▸ Instructions to follow: Return the full listing, so that each line matches the original exactly.

+ + + +

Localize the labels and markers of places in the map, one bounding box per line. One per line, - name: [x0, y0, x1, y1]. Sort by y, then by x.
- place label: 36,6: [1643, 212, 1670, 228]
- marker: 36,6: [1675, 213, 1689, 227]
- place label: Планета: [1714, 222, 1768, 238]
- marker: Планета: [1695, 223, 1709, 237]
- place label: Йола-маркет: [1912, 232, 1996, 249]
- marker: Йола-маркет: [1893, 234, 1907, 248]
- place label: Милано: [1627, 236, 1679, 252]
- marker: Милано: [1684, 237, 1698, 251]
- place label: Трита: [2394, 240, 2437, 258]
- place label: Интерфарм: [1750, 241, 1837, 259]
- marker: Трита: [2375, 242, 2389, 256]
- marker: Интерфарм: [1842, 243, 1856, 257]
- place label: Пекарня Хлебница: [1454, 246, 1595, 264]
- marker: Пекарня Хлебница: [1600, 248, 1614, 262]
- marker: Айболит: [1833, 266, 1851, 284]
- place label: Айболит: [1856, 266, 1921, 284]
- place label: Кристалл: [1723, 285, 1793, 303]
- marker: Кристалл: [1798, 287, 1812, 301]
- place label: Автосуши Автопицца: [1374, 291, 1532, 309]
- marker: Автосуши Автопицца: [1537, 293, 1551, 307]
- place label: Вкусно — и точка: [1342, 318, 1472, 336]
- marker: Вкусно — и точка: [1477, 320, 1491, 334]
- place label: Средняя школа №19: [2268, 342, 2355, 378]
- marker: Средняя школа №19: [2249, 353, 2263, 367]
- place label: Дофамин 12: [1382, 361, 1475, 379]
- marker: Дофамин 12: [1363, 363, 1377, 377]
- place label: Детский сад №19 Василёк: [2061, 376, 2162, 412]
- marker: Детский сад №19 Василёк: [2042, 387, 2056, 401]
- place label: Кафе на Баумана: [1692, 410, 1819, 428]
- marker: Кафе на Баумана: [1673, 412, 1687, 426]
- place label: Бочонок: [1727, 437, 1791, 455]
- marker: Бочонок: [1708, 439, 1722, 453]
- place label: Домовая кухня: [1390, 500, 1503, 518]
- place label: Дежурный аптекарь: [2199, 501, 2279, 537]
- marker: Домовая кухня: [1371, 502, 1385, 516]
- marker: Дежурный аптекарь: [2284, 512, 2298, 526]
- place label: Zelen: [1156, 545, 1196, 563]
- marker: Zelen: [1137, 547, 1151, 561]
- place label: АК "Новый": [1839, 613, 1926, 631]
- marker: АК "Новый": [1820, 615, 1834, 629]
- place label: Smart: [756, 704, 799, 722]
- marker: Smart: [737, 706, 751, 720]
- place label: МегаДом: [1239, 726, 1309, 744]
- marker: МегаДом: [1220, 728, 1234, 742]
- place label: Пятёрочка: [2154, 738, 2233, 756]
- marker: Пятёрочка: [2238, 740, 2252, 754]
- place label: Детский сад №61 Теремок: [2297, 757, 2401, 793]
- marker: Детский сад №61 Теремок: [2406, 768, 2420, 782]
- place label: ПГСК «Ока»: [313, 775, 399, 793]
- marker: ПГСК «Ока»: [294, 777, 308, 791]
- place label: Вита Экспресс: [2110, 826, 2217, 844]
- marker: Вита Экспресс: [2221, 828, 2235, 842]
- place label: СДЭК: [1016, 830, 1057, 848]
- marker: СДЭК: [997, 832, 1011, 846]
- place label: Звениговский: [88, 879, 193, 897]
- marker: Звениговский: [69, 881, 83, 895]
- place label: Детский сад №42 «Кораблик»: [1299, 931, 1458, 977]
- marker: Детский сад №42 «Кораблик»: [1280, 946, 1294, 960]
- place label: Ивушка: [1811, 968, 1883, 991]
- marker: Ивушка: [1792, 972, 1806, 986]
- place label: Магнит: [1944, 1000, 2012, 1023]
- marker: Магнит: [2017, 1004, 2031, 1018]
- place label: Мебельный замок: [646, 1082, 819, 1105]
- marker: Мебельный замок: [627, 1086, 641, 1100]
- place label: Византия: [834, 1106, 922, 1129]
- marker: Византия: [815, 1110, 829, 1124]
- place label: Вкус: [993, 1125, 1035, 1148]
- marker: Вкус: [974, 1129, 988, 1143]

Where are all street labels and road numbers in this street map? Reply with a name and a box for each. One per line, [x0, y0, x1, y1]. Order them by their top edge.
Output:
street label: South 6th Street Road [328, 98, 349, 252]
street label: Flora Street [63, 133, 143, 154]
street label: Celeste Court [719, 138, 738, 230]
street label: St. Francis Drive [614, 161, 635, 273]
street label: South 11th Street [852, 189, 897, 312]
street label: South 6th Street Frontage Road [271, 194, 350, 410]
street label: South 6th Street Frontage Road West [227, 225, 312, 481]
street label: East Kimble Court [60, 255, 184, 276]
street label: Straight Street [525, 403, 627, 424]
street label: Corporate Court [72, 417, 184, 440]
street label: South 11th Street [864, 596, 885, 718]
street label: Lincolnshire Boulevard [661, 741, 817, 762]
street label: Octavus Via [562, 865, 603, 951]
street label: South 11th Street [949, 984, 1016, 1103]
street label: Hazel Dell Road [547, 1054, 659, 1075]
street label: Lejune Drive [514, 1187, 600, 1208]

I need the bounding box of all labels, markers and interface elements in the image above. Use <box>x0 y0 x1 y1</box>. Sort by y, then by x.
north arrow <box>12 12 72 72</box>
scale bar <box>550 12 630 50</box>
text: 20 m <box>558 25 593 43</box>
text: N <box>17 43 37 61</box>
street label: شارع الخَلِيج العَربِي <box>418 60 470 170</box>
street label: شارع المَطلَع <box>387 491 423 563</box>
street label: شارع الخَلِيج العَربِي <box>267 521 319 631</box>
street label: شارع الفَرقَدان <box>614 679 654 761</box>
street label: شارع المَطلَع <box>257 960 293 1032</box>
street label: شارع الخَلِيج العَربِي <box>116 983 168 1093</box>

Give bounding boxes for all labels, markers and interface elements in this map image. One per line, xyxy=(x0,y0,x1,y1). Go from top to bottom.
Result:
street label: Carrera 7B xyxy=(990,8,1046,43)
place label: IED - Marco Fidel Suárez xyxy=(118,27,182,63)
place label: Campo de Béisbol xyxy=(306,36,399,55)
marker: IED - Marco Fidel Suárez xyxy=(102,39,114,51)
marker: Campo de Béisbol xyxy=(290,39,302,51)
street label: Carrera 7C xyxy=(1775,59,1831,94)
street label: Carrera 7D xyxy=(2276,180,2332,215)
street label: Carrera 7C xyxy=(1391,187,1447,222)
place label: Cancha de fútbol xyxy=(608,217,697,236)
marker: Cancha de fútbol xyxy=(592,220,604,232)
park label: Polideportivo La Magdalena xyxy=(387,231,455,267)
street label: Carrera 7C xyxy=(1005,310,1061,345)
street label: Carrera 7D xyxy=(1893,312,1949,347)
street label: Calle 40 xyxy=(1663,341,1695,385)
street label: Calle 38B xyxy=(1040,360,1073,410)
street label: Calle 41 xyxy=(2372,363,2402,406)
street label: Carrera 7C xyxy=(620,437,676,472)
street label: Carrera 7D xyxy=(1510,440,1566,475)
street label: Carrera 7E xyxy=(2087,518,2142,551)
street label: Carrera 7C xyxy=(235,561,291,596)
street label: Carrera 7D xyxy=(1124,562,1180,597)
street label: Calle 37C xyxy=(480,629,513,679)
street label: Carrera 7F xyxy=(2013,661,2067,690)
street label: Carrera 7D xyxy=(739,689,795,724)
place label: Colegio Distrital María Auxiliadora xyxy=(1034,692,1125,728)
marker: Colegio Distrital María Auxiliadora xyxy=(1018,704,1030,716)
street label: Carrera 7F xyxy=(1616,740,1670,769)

+ + + +

▸ Solution for this problem:
Localize the labels and markers of places in the map, one bounding box per line. One per line, - name: [x0, y0, x1, y1]. Sort by y, then by x.
- place label: 36,6: [1643, 212, 1670, 228]
- marker: 36,6: [1675, 213, 1689, 227]
- place label: Планета: [1714, 222, 1768, 238]
- marker: Планета: [1695, 223, 1709, 237]
- place label: Йола-маркет: [1912, 232, 1996, 249]
- marker: Йола-маркет: [1893, 234, 1907, 248]
- place label: Милано: [1627, 236, 1679, 252]
- marker: Милано: [1684, 237, 1698, 251]
- place label: Трита: [2394, 240, 2437, 258]
- place label: Интерфарм: [1750, 241, 1837, 259]
- marker: Трита: [2375, 242, 2389, 256]
- marker: Интерфарм: [1842, 243, 1856, 257]
- place label: Пекарня Хлебница: [1454, 246, 1595, 264]
- marker: Пекарня Хлебница: [1600, 248, 1614, 262]
- marker: Айболит: [1833, 266, 1851, 284]
- place label: Айболит: [1856, 266, 1921, 284]
- place label: Кристалл: [1723, 285, 1793, 303]
- marker: Кристалл: [1798, 287, 1812, 301]
- place label: Автосуши Автопицца: [1374, 291, 1532, 309]
- marker: Автосуши Автопицца: [1537, 293, 1551, 307]
- place label: Вкусно — и точка: [1342, 318, 1472, 336]
- marker: Вкусно — и точка: [1477, 320, 1491, 334]
- place label: Средняя школа №19: [2268, 342, 2355, 378]
- marker: Средняя школа №19: [2249, 353, 2263, 367]
- place label: Дофамин 12: [1382, 361, 1475, 379]
- marker: Дофамин 12: [1363, 363, 1377, 377]
- place label: Детский сад №19 Василёк: [2061, 376, 2162, 412]
- marker: Детский сад №19 Василёк: [2042, 387, 2056, 401]
- place label: Кафе на Баумана: [1692, 410, 1819, 428]
- marker: Кафе на Баумана: [1673, 412, 1687, 426]
- place label: Бочонок: [1727, 437, 1791, 455]
- marker: Бочонок: [1708, 439, 1722, 453]
- place label: Домовая кухня: [1390, 500, 1503, 518]
- place label: Дежурный аптекарь: [2199, 501, 2279, 537]
- marker: Домовая кухня: [1371, 502, 1385, 516]
- marker: Дежурный аптекарь: [2284, 512, 2298, 526]
- place label: Zelen: [1156, 545, 1196, 563]
- marker: Zelen: [1137, 547, 1151, 561]
- place label: АК "Новый": [1839, 613, 1926, 631]
- marker: АК "Новый": [1820, 615, 1834, 629]
- place label: Smart: [756, 704, 799, 722]
- marker: Smart: [737, 706, 751, 720]
- place label: МегаДом: [1239, 726, 1309, 744]
- marker: МегаДом: [1220, 728, 1234, 742]
- place label: Пятёрочка: [2154, 738, 2233, 756]
- marker: Пятёрочка: [2238, 740, 2252, 754]
- place label: Детский сад №61 Теремок: [2297, 757, 2401, 793]
- marker: Детский сад №61 Теремок: [2406, 768, 2420, 782]
- place label: ПГСК «Ока»: [313, 775, 399, 793]
- marker: ПГСК «Ока»: [294, 777, 308, 791]
- place label: Вита Экспресс: [2110, 826, 2217, 844]
- marker: Вита Экспресс: [2221, 828, 2235, 842]
- place label: СДЭК: [1016, 830, 1057, 848]
- marker: СДЭК: [997, 832, 1011, 846]
- place label: Звениговский: [88, 879, 193, 897]
- marker: Звениговский: [69, 881, 83, 895]
- place label: Детский сад №42 «Кораблик»: [1299, 931, 1458, 977]
- marker: Детский сад №42 «Кораблик»: [1280, 946, 1294, 960]
- place label: Ивушка: [1811, 968, 1883, 991]
- marker: Ивушка: [1792, 972, 1806, 986]
- place label: Магнит: [1944, 1000, 2012, 1023]
- marker: Магнит: [2017, 1004, 2031, 1018]
- place label: Мебельный замок: [646, 1082, 819, 1105]
- marker: Мебельный замок: [627, 1086, 641, 1100]
- place label: Византия: [834, 1106, 922, 1129]
- marker: Византия: [815, 1110, 829, 1124]
- place label: Вкус: [993, 1125, 1035, 1148]
- marker: Вкус: [974, 1129, 988, 1143]

Where are all street labels and road numbers in this street map? Reply with a name and a box for each. One per line, [x0, y0, x1, y1]. Order them by their top edge.
Output:
street label: South 6th Street Road [328, 98, 349, 252]
street label: Flora Street [63, 133, 143, 154]
street label: Celeste Court [719, 138, 738, 230]
street label: St. Francis Drive [614, 161, 635, 273]
street label: South 11th Street [852, 189, 897, 312]
street label: South 6th Street Frontage Road [271, 194, 350, 410]
street label: South 6th Street Frontage Road West [227, 225, 312, 481]
street label: East Kimble Court [60, 255, 184, 276]
street label: Straight Street [525, 403, 627, 424]
street label: Corporate Court [72, 417, 184, 440]
street label: South 11th Street [864, 596, 885, 718]
street label: Lincolnshire Boulevard [661, 741, 817, 762]
street label: Octavus Via [562, 865, 603, 951]
street label: South 11th Street [949, 984, 1016, 1103]
street label: Hazel Dell Road [547, 1054, 659, 1075]
street label: Lejune Drive [514, 1187, 600, 1208]

I need the bounding box of all labels, markers and interface elements in the image above. Use <box>x0 y0 x1 y1</box>. Sort by y, then by x.
north arrow <box>12 12 72 72</box>
scale bar <box>550 12 630 50</box>
text: 20 m <box>558 25 593 43</box>
text: N <box>17 43 37 61</box>
street label: شارع الخَلِيج العَربِي <box>418 60 470 170</box>
street label: شارع المَطلَع <box>387 491 423 563</box>
street label: شارع الخَلِيج العَربِي <box>267 521 319 631</box>
street label: شارع الفَرقَدان <box>614 679 654 761</box>
street label: شارع المَطلَع <box>257 960 293 1032</box>
street label: شارع الخَلِيج العَربِي <box>116 983 168 1093</box>

Give bounding boxes for all labels, markers and interface elements in this map image. One per line, xyxy=(x0,y0,x1,y1). Go from top to bottom.
Result:
street label: Carrera 7B xyxy=(990,8,1046,43)
place label: IED - Marco Fidel Suárez xyxy=(118,27,182,63)
place label: Campo de Béisbol xyxy=(306,36,399,55)
marker: IED - Marco Fidel Suárez xyxy=(102,39,114,51)
marker: Campo de Béisbol xyxy=(290,39,302,51)
street label: Carrera 7C xyxy=(1775,59,1831,94)
street label: Carrera 7D xyxy=(2276,180,2332,215)
street label: Carrera 7C xyxy=(1391,187,1447,222)
place label: Cancha de fútbol xyxy=(608,217,697,236)
marker: Cancha de fútbol xyxy=(592,220,604,232)
park label: Polideportivo La Magdalena xyxy=(387,231,455,267)
street label: Carrera 7C xyxy=(1005,310,1061,345)
street label: Carrera 7D xyxy=(1893,312,1949,347)
street label: Calle 40 xyxy=(1663,341,1695,385)
street label: Calle 38B xyxy=(1040,360,1073,410)
street label: Calle 41 xyxy=(2372,363,2402,406)
street label: Carrera 7C xyxy=(620,437,676,472)
street label: Carrera 7D xyxy=(1510,440,1566,475)
street label: Carrera 7E xyxy=(2087,518,2142,551)
street label: Carrera 7C xyxy=(235,561,291,596)
street label: Carrera 7D xyxy=(1124,562,1180,597)
street label: Calle 37C xyxy=(480,629,513,679)
street label: Carrera 7F xyxy=(2013,661,2067,690)
street label: Carrera 7D xyxy=(739,689,795,724)
place label: Colegio Distrital María Auxiliadora xyxy=(1034,692,1125,728)
marker: Colegio Distrital María Auxiliadora xyxy=(1018,704,1030,716)
street label: Carrera 7F xyxy=(1616,740,1670,769)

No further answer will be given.